The case caps a year that saw the FBI launch terrorism-related investigations in every state and jurisdiction, and make more than 60 arrests of alleged supporters of ISIL or other extremist groups.
The year also saw three domestic incidents that the FBI considered terrorism.
On May 3, two armed men were shot and killed as they prepared to attack a "Draw Muhammad" contest in Garland, Texas. On July 16, a gunman was killed after he had shot and killed four Marines and a sailor in Chattanooga, Tenn. And on Dec. 2, a married couple — Syed Rizwan Farook and Tashfeen Malik — were killed in a shootout with police after they had shot and killed 14 people and wounded 22 others in San Bernardino, Calif.
Like Lutchman, court records claim, Farook and Malik were radicalized on the Internet. Unlike Lutchman, however, they were inspired by ISIL but not specifically directed to carry out an attack.
Court records describe Lutchman as a self-professed Muslim convert with a criminal history dating to 2006, including a New York state conviction for robbery and a five-year prison sentence.
He did not enter a plea in court Thursday. If convicted, he could face up to 20 years in prison.
FBI special agent Timothy J. Klapec said in a 10-page affidavit that Lutchman began telling a paid undercover informant in November that he hoped to join ISIL abroad but had been advised by a Syrian operative there that the borders were closed.
Lutchman then began considering a terrorist attack in the Rochester area to prove his allegiance to ISIL, the FBI said. Lutchman said the ISIL operative in Syria told him, "New years is here soon.
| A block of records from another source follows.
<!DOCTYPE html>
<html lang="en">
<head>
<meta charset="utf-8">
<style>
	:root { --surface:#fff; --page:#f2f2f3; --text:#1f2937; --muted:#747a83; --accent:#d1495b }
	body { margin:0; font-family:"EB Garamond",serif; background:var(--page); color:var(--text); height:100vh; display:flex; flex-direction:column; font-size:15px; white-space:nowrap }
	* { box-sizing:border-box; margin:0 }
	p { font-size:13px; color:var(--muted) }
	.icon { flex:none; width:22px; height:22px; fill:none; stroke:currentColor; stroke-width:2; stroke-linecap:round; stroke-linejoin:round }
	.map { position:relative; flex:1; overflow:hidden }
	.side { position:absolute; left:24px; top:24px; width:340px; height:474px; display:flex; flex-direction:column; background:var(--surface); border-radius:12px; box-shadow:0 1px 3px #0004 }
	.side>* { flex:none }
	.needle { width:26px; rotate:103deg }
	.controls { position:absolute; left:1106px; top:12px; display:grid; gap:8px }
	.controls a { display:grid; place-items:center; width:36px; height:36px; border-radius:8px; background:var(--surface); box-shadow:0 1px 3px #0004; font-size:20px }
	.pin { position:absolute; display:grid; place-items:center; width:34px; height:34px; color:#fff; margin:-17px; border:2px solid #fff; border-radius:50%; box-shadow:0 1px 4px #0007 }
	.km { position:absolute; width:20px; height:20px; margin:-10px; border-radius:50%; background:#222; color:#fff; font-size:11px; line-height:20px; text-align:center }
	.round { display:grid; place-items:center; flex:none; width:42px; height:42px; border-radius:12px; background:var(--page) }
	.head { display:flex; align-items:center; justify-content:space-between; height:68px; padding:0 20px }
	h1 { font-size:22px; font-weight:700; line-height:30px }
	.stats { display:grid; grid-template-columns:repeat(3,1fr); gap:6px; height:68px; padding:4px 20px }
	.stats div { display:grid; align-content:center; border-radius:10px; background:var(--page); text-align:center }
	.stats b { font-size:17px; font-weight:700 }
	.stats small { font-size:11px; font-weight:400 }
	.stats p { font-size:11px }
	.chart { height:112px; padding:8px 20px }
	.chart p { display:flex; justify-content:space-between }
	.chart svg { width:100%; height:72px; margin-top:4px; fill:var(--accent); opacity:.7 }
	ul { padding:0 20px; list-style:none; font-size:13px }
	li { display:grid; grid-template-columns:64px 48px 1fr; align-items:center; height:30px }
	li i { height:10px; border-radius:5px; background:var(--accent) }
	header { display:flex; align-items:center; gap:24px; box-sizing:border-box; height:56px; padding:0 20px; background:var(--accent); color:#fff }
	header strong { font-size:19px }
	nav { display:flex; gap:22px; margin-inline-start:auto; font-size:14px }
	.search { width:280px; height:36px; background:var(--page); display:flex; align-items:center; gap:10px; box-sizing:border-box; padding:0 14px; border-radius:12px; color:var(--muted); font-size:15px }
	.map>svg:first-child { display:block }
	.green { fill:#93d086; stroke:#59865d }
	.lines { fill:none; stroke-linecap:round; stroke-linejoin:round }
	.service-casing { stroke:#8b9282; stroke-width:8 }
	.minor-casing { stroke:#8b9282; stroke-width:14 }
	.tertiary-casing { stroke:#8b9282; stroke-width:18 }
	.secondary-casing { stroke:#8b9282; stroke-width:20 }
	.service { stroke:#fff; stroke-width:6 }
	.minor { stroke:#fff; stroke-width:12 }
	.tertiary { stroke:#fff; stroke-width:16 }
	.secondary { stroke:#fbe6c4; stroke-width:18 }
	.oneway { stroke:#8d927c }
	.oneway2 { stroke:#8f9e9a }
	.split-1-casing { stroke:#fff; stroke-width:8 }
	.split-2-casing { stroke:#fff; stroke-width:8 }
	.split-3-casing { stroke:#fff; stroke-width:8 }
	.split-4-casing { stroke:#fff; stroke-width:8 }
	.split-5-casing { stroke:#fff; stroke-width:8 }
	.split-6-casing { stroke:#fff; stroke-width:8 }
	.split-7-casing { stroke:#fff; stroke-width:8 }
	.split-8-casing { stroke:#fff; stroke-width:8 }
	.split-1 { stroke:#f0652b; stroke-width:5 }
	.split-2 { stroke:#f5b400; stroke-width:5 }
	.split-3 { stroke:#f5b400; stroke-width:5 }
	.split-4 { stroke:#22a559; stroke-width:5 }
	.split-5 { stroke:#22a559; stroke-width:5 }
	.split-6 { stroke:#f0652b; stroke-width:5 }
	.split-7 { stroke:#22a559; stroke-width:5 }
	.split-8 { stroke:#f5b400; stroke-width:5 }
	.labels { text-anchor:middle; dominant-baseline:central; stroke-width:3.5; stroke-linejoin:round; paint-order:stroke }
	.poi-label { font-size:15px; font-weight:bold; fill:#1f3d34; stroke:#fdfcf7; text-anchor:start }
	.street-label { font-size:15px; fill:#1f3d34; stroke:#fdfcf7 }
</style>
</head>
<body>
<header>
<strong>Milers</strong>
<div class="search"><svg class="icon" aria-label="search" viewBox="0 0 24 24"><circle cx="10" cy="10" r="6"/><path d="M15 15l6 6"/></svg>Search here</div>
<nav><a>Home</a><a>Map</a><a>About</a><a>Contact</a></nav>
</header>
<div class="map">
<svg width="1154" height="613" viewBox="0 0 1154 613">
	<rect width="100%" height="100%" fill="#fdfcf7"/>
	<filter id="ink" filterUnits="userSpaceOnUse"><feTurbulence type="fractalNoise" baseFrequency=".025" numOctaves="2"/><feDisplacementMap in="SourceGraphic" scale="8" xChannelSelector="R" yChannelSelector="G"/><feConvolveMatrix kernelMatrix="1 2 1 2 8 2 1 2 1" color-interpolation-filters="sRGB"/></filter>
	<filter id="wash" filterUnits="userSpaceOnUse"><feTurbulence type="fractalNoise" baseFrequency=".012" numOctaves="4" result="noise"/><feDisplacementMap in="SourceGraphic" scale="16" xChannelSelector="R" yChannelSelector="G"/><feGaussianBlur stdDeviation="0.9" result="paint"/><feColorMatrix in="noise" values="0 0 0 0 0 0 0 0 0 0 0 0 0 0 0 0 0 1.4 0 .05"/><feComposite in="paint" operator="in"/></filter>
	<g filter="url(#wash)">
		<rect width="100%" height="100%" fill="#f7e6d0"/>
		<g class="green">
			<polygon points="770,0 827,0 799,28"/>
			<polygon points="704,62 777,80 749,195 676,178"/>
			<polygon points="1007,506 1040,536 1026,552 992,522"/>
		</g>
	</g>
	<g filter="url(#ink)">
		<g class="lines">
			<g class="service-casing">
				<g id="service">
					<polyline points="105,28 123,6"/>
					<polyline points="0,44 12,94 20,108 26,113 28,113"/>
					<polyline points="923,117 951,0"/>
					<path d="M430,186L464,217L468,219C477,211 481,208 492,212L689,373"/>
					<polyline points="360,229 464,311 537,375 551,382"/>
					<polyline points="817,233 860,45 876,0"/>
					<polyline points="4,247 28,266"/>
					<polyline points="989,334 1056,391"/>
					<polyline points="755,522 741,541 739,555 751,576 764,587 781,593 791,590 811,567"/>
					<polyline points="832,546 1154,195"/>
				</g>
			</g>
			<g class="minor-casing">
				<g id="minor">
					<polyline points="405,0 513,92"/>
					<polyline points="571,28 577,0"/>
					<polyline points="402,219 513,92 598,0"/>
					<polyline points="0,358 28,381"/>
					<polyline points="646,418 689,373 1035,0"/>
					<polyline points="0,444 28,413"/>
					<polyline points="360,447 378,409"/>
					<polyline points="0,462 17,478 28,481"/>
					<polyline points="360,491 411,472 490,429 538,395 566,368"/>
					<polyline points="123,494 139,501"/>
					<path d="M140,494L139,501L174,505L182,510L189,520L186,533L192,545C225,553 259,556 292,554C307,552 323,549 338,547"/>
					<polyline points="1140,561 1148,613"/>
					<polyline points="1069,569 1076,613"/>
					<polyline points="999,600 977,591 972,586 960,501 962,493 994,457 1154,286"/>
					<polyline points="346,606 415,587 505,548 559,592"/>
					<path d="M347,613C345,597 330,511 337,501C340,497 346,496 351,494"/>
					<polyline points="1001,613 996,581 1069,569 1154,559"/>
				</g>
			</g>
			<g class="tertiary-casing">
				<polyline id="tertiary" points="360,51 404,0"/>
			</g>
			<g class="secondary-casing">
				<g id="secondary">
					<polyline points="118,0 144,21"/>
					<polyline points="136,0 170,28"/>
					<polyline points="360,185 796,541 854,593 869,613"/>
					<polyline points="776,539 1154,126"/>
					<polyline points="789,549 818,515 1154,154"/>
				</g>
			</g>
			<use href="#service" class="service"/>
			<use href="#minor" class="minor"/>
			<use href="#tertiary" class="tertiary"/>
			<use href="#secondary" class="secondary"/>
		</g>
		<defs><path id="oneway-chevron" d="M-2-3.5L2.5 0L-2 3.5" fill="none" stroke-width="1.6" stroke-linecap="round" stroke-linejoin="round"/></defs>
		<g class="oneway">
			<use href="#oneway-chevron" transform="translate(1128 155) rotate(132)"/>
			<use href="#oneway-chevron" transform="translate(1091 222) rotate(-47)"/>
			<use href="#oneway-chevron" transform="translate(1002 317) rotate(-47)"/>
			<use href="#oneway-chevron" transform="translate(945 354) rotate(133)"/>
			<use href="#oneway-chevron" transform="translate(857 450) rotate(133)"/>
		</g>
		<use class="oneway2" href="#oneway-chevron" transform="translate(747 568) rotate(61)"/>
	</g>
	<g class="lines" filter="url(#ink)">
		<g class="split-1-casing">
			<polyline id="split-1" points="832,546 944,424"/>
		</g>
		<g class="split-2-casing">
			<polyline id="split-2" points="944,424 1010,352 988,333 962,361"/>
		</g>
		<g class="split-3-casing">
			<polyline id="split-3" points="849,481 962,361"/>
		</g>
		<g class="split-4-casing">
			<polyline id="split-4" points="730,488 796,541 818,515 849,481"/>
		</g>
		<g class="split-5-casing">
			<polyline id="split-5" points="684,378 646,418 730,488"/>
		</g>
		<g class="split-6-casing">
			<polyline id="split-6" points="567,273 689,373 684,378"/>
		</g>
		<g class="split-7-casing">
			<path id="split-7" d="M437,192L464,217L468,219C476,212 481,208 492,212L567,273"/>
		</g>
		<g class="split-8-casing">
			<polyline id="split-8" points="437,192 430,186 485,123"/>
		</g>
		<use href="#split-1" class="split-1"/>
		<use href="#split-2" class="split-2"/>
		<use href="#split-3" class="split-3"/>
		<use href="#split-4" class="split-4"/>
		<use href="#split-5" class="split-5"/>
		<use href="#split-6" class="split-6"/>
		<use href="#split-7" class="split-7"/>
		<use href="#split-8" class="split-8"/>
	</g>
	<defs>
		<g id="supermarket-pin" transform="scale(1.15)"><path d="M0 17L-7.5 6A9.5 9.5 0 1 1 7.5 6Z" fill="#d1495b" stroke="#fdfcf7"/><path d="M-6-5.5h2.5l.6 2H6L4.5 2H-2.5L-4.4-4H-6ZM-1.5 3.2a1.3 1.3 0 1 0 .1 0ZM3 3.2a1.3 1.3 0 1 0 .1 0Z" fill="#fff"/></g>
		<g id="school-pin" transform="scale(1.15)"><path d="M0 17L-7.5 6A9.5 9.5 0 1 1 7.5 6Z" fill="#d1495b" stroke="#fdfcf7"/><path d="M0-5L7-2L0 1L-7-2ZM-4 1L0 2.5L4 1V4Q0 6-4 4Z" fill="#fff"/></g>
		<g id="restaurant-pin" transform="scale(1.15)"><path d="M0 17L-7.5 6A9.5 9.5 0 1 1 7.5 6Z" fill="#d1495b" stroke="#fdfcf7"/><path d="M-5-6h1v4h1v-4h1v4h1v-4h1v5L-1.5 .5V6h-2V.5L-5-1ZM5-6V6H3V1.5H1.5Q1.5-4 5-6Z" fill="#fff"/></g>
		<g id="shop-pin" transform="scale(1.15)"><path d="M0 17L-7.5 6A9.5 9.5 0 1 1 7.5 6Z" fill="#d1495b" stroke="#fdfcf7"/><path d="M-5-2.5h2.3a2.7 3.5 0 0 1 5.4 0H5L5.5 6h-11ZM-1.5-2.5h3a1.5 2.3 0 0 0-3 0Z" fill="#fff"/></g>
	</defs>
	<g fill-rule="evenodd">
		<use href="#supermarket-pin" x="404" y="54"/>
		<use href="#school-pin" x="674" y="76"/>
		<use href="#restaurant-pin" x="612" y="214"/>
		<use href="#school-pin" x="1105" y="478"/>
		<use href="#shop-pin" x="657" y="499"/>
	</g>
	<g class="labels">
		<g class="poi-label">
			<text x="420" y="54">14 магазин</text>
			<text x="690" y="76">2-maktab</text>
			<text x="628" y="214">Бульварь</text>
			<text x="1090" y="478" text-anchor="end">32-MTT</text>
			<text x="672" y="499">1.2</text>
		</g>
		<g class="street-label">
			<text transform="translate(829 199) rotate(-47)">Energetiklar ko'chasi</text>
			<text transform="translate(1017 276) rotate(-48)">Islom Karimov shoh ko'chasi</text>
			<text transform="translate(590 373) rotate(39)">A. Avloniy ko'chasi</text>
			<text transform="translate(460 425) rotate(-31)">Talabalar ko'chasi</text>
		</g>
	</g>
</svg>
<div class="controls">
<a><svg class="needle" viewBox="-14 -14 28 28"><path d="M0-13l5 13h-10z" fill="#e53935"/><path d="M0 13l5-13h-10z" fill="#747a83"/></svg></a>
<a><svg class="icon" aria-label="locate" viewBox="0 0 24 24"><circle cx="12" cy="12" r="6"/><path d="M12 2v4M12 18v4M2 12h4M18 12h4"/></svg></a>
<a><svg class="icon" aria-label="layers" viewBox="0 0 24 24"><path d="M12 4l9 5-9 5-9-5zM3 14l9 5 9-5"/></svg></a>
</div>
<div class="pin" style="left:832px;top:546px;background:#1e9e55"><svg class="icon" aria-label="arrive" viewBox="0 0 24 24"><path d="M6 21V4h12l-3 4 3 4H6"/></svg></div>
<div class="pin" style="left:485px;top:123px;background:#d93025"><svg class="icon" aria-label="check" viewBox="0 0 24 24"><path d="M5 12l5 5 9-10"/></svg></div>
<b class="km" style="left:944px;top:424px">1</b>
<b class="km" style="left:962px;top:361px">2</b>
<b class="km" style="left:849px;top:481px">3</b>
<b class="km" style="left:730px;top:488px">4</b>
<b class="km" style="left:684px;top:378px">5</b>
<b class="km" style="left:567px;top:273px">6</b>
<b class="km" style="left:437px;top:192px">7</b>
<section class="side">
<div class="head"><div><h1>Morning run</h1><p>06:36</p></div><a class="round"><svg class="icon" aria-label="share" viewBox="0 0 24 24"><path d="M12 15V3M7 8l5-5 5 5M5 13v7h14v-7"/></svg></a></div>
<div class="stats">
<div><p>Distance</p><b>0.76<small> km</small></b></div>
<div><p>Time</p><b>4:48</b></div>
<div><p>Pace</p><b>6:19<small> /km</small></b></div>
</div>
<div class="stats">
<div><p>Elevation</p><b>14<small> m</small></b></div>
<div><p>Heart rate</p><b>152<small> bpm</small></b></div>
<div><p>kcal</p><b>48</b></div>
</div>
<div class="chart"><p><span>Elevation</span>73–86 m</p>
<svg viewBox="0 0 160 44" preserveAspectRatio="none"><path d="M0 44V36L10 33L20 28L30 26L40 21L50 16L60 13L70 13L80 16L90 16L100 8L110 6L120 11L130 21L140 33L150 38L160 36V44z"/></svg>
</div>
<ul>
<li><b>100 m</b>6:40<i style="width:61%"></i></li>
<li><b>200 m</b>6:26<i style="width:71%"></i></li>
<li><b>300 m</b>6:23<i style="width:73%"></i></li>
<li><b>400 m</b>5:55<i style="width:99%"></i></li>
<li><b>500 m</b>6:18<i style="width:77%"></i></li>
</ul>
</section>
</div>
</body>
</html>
Do operations and kill some kuffar," according to the affidavit.
Lutchman told another FBI informant that he had been directed to "find the places where the most population" is and "take as many as possible out." He allegedly discussed "doing assassinations" and considered building a pressure cooker bomb similar to those used in the 2013 Boston Marathon bombings.
"I'm getting amped up, to accept the fact that's what I gotta do," he allegedly told an FBI third informant Monday.
He considered planting a bomb in a local nightclub and taking hostages, but he had no money for bomb components or firearms, the affidavit said.